SECURITIES AND EXCHANGE COMMISSION

WASHINGTON, D.C. 20549

 

 

FORM 8-K

 

 

CURRENT REPORT

Pursuant to Section 13 or 15(d) of

the Securities Exchange Act of 1934

January 29, 2013

Date of Report (Date of earliest event reported)

 

 

SYCAMORE NETWORKS, INC.

(Exact name of registrant as specified in its charter)

 

 

 

Delaware   000-27273   04-3410558

(State or other jurisdiction

of incorporation)

 

(Commission

file number)

 

(IRS Employer

Identification No.)

220 Mill Road

Chelmsford, MA 01824

(Address of principal executive offices)

(Zip code)

Registrant’s telephone number, including area code: (978) 250-2900

Not Applicable

(Former name or former address, if changed since last report)

 

 

Check the appropriate box below if the Form 8-K filing is intended to simultaneously satisfy the filing obligation of the registrant under any of the following provisions:

 

  ¨ Written communications pursuant to Rule 425 under the Securities Act (17 CFR 230.425)

 

  ¨ Soliciting material pursuant to Rule 14a-12 under the Exchange Act (17 CFR 240.14a-12)

 

  ¨ Pre-commencement communications pursuant to Rule 14d-2(b) under the Exchange Act (17 CFR 240.14d-2(b))

 

  ¨ Pre-commencement communications pursuant to Rule 13e-4(c) under the Exchange Act (17 CFR 240.13e-4(c))

 

 

 


Item 1.01: Entry into a Material Definitive Agreement

On January 31, 2013, Sycamore Networks, Inc. (“Sycamore”), in connection with the closing of the transactions contemplated by the Asset Sale Agreement (as defined and described below), entered into a non-competition and non-solicitation agreement with Sycamore Networks Solutions, Inc. (formerly known as Sunrise Acquisition Corp.) (“Buyer”), a portfolio company of Marlin Equity Partners, a global private investment firm, pursuant to which Sycamore agreed not to compete with Buyer with respect to the Intelligent Bandwidth Management Business (as defined and described below), not to hire employees of Buyer and not to allow any of Sycamore’s officers or directors to solicit such employees to work for Sycamore or any other person, in each case subject to certain exceptions and for a period of eighteen months following the date of the closing of the Asset Sale (as defined below).

The foregoing description of the non-competition and non-solicitation agreement does not purport to be complete and is qualified in its entirety by reference to the full text of the agreement filed as Exhibit 2.2 to this Current Report on Form 8-K and incorporated herein by reference.
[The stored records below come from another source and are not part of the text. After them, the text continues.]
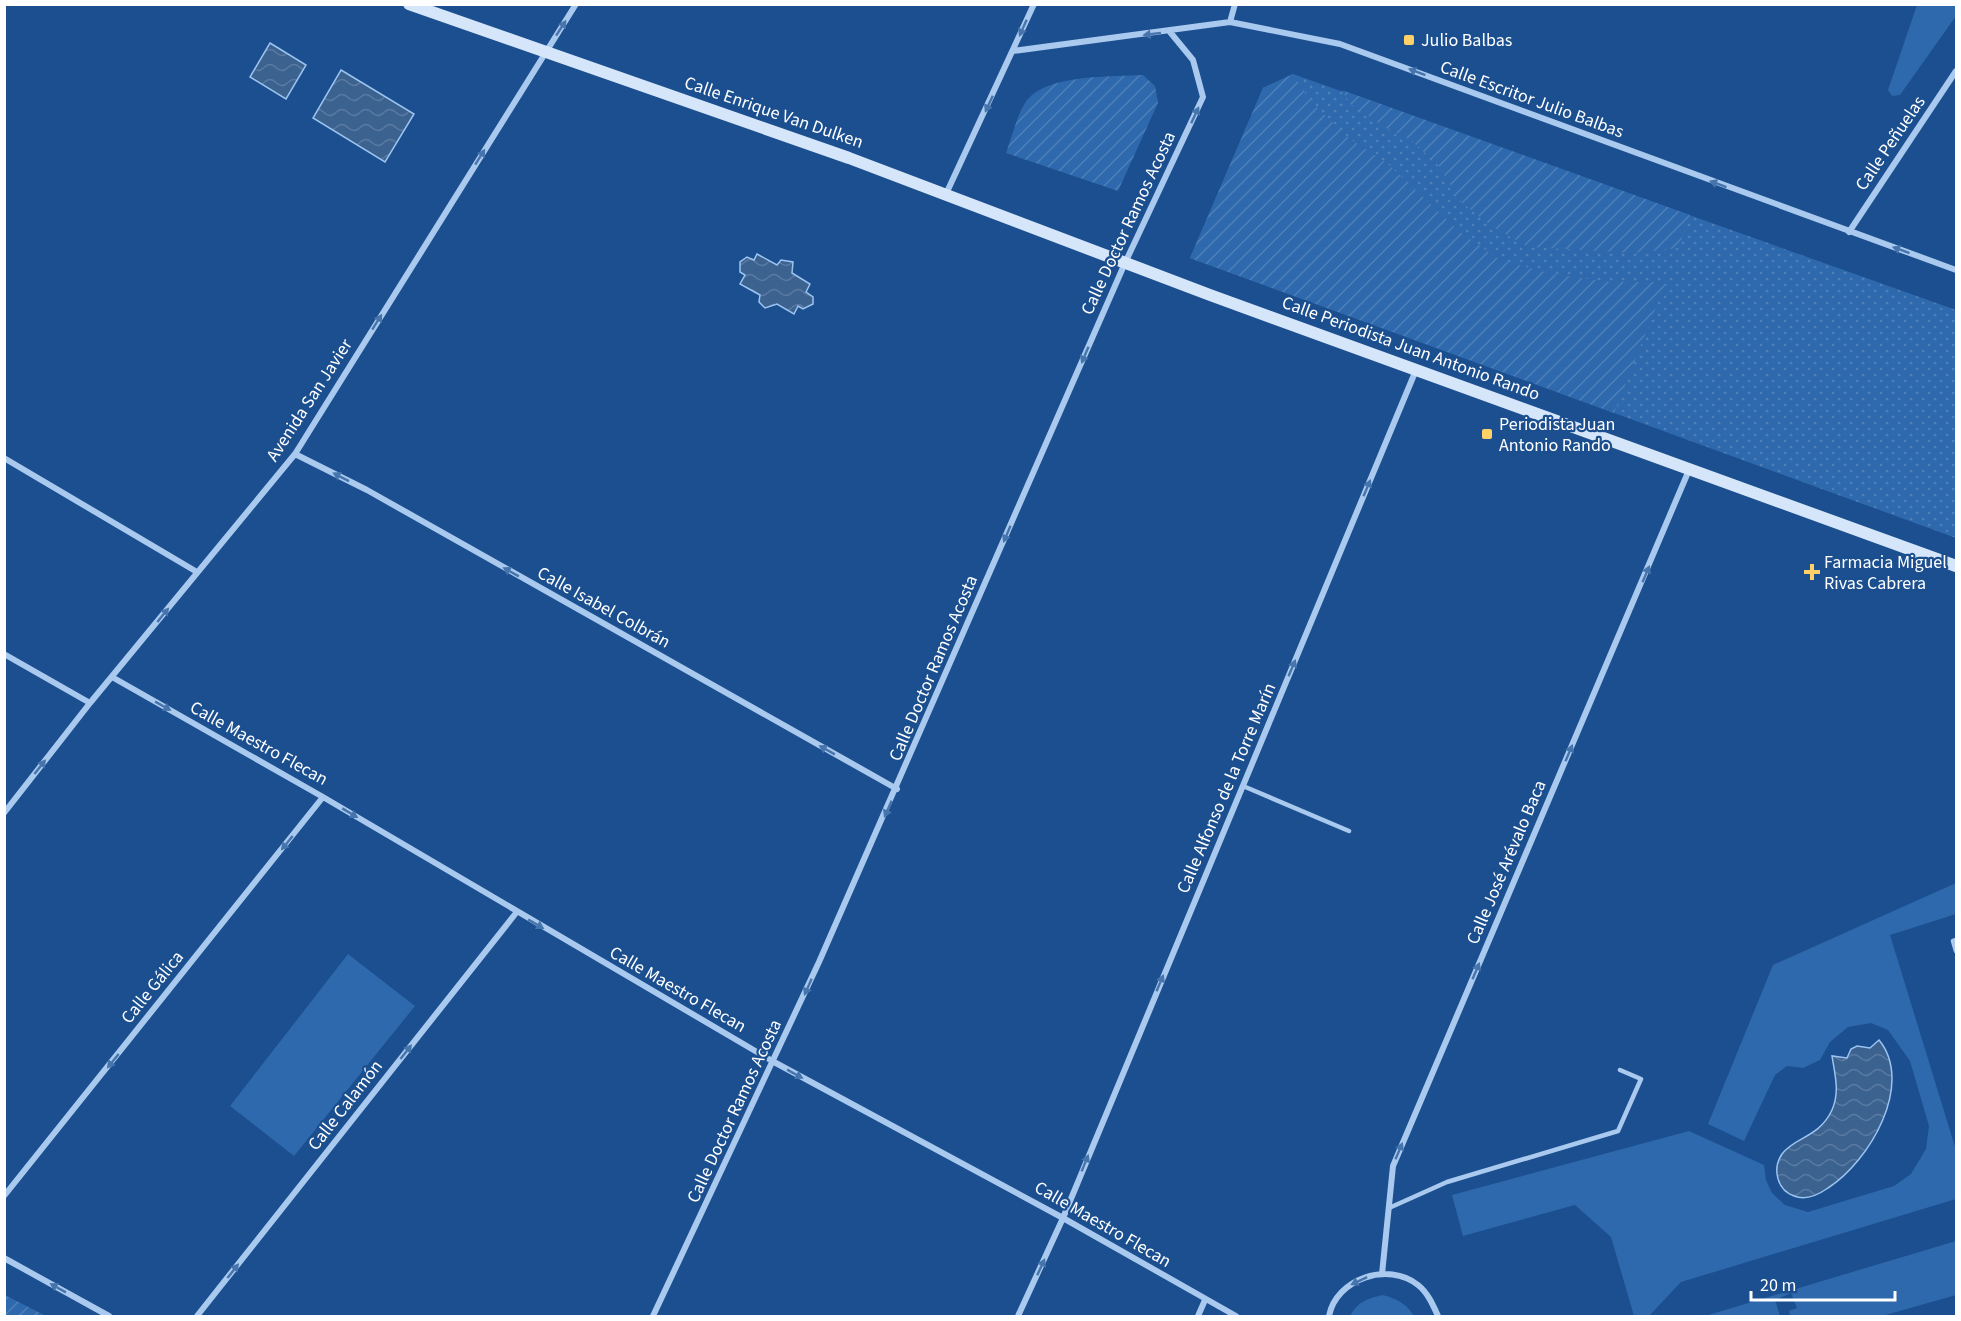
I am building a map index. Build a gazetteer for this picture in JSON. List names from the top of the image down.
{
  "streets": {
    "street": [
      "Calle Escritor Julio Balbas",
      "Calle Enrique Van Dulken",
      "Calle Peñuelas",
      "Calle Doctor Ramos Acosta",
      "Calle Periodista Juan Antonio Rando",
      "Avenida San Javier",
      "Calle Isabel Colbrán",
      "Calle Maestro Flecan",
      "Calle Alfonso de la Torre Marín",
      "Calle José Arévalo Baca",
      "Calle Gálica",
      "Calle Calamón"
    ]
  },
  "crossings": [
    ["Calle Escritor Julio Balbas", "Calle Peñuelas"],
    ["Calle Escritor Julio Balbas", "Calle Doctor Ramos Acosta"],
    ["Calle Enrique Van Dulken", "Calle Doctor Ramos Acosta"],
    ["Calle Enrique Van Dulken", "Calle Periodista Juan Antonio Rando"],
    ["Calle Enrique Van Dulken", "Avenida San Javier"],
    ["Calle Doctor Ramos Acosta", "Calle Periodista Juan Antonio Rando"],
    ["Calle Doctor Ramos Acosta", "Calle Isabel Colbrán"],
    ["Calle Doctor Ramos Acosta", "Calle Maestro Flecan"],
    ["Calle Periodista Juan Antonio Rando", "Calle Alfonso de la Torre Marín"],
    ["Calle Periodista Juan Antonio Rando", "Calle José Arévalo Baca"],
    ["Avenida San Javier", "Calle Isabel Colbrán"],
    ["Avenida San Javier", "Calle Maestro Flecan"],
    ["Calle Maestro Flecan", "Calle Alfonso de la Torre Marín"],
    ["Calle Maestro Flecan", "Calle Gálica"],
    ["Calle Maestro Flecan", "Calle Calamón"]
  ],
  "one_way": [
    "Calle Escritor Julio Balbas",
    "Avenida San Javier",
    "Calle Isabel Colbrán",
    "Calle Maestro Flecan",
    "Calle Alfonso de la Torre Marín",
    "Calle José Arévalo Baca",
    "Calle Gálica",
    "Calle Calamón"
  ],
  "places": {
    "transit": ["Julio Balbas", "Periodista Juan Antonio Rando"],
    "health": ["Farmacia Miguel Rivas Cabrera"]
  },
  "scale_bar": "20 m"
}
Item 2.01: Completion of Acquisition or Disposition of Assets

Sale of Intelligent Bandwidth Management Business

On January 31, 2013, Sycamore completed the sale of substantially all of Sycamore’s assets primarily related to Sycamore’s Intelligent Bandwidth Management business, including inventory, fixed assets, intellectual property rights (other than patents and patent applications), contracts, certain real estate leases, Sycamore’s subsidiaries in Shanghai (subject to the receipt of government approval), the Netherlands and Japan, and certain shared facilities and assets (together, the “Intelligent Bandwidth Management Business”) to Buyer pursuant to the previously disclosed Asset Purchase and Sale Agreement dated October 23, 2012 by and between Sycamore and Buyer (the “Asset Sale Agreement”), for a total purchase price of $18.75 million in cash (subject to a working capital adjustment as provided in the Asset Sale Agreement) and the assumption by Buyer of certain related liabilities (the “Asset Sale”). The transfer of the equity interests of Sycamore’s subsidiary in Shanghai is expected to occur at a later date following the receipt of Chinese regulatory approval. A copy of the Asset Sale Agreement was filed as Exhibit 2.1 to Sycamore’s Current Report on Form 8-K filed with the Securities and Exchange Commission (the “Commission”) on October 23, 2012 and is incorporated herein by reference. The Asset Sale was also further described in Sycamore’s Definitive Proxy Statement on Schedule 14A filed with the Commission on December 28, 2012 (the “Definitive Proxy Statement”).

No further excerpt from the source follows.